┌──

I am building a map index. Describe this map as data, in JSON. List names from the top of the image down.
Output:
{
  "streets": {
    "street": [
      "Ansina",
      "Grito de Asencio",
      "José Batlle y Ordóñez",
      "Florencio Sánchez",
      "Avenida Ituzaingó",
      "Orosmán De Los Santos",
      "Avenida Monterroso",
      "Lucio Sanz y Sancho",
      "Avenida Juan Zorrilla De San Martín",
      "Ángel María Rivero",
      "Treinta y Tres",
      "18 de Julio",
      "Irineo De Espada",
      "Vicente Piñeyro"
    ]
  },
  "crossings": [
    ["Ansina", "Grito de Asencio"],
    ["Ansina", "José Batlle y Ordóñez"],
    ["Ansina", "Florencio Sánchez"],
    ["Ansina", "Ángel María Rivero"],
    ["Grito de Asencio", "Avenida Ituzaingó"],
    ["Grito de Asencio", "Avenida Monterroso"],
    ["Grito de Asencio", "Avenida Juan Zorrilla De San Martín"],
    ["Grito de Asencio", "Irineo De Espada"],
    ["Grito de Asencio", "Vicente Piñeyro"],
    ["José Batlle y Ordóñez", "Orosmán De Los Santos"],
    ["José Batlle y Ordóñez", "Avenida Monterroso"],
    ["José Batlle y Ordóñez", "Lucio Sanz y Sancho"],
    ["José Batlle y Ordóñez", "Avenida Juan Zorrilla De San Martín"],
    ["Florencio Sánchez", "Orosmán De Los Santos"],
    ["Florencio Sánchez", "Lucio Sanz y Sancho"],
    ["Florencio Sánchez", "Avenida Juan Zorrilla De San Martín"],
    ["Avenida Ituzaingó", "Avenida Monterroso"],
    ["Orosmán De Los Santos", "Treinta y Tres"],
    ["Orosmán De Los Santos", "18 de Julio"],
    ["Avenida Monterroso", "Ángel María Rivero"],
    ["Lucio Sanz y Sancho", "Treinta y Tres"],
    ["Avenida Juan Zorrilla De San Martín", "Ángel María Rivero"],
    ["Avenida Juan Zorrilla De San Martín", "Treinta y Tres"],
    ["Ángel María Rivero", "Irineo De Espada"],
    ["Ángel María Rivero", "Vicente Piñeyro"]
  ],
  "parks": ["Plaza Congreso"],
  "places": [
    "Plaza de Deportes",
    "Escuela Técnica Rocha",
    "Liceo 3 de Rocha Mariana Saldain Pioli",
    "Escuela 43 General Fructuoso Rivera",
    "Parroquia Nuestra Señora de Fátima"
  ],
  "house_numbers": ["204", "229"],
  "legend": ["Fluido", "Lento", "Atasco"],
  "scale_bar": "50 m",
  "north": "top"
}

└──

[TASK]: The whole listing needs copying. Write it out exactly.

[WRITTEN ANSWER]:
I am building a map index. Describe this map as data, in JSON. List names from the top of the image down.
Output:
{
  "streets": {
    "street": [
      "Ansina",
      "Grito de Asencio",
      "José Batlle y Ordóñez",
      "Florencio Sánchez",
      "Avenida Ituzaingó",
      "Orosmán De Los Santos",
      "Avenida Monterroso",
      "Lucio Sanz y Sancho",
      "Avenida Juan Zorrilla De San Martín",
      "Ángel María Rivero",
      "Treinta y Tres",
      "18 de Julio",
      "Irineo De Espada",
      "Vicente Piñeyro"
    ]
  },
  "crossings": [
    ["Ansina", "Grito de Asencio"],
    ["Ansina", "José Batlle y Ordóñez"],
    ["Ansina", "Florencio Sánchez"],
    ["Ansina", "Ángel María Rivero"],
    ["Grito de Asencio", "Avenida Ituzaingó"],
    ["Grito de Asencio", "Avenida Monterroso"],
    ["Grito de Asencio", "Avenida Juan Zorrilla De San Martín"],
    ["Grito de Asencio", "Irineo De Espada"],
    ["Grito de Asencio", "Vicente Piñeyro"],
    ["José Batlle y Ordóñez", "Orosmán De Los Santos"],
    ["José Batlle y Ordóñez", "Avenida Monterroso"],
    ["José Batlle y Ordóñez", "Lucio Sanz y Sancho"],
    ["José Batlle y Ordóñez", "Avenida Juan Zorrilla De San Martín"],
    ["Florencio Sánchez", "Orosmán De Los Santos"],
    ["Florencio Sánchez", "Lucio Sanz y Sancho"],
    ["Florencio Sánchez", "Avenida Juan Zorrilla De San Martín"],
    ["Avenida Ituzaingó", "Avenida Monterroso"],
    ["Orosmán De Los Santos", "Treinta y Tres"],
    ["Orosmán De Los Santos", "18 de Julio"],
    ["Avenida Monterroso", "Ángel María Rivero"],
    ["Lucio Sanz y Sancho", "Treinta y Tres"],
    ["Avenida Juan Zorrilla De San Martín", "Ángel María Rivero"],
    ["Avenida Juan Zorrilla De San Martín", "Treinta y Tres"],
    ["Ángel María Rivero", "Irineo De Espada"],
    ["Ángel María Rivero", "Vicente Piñeyro"]
  ],
  "parks": ["Plaza Congreso"],
  "places": [
    "Plaza de Deportes",
    "Escuela Técnica Rocha",
    "Liceo 3 de Rocha Mariana Saldain Pioli",
    "Escuela 43 General Fructuoso Rivera",
    "Parroquia Nuestra Señora de Fátima"
  ],
  "house_numbers": ["204", "229"],
  "legend": ["Fluido", "Lento", "Atasco"],
  "scale_bar": "50 m",
  "north": "top"
}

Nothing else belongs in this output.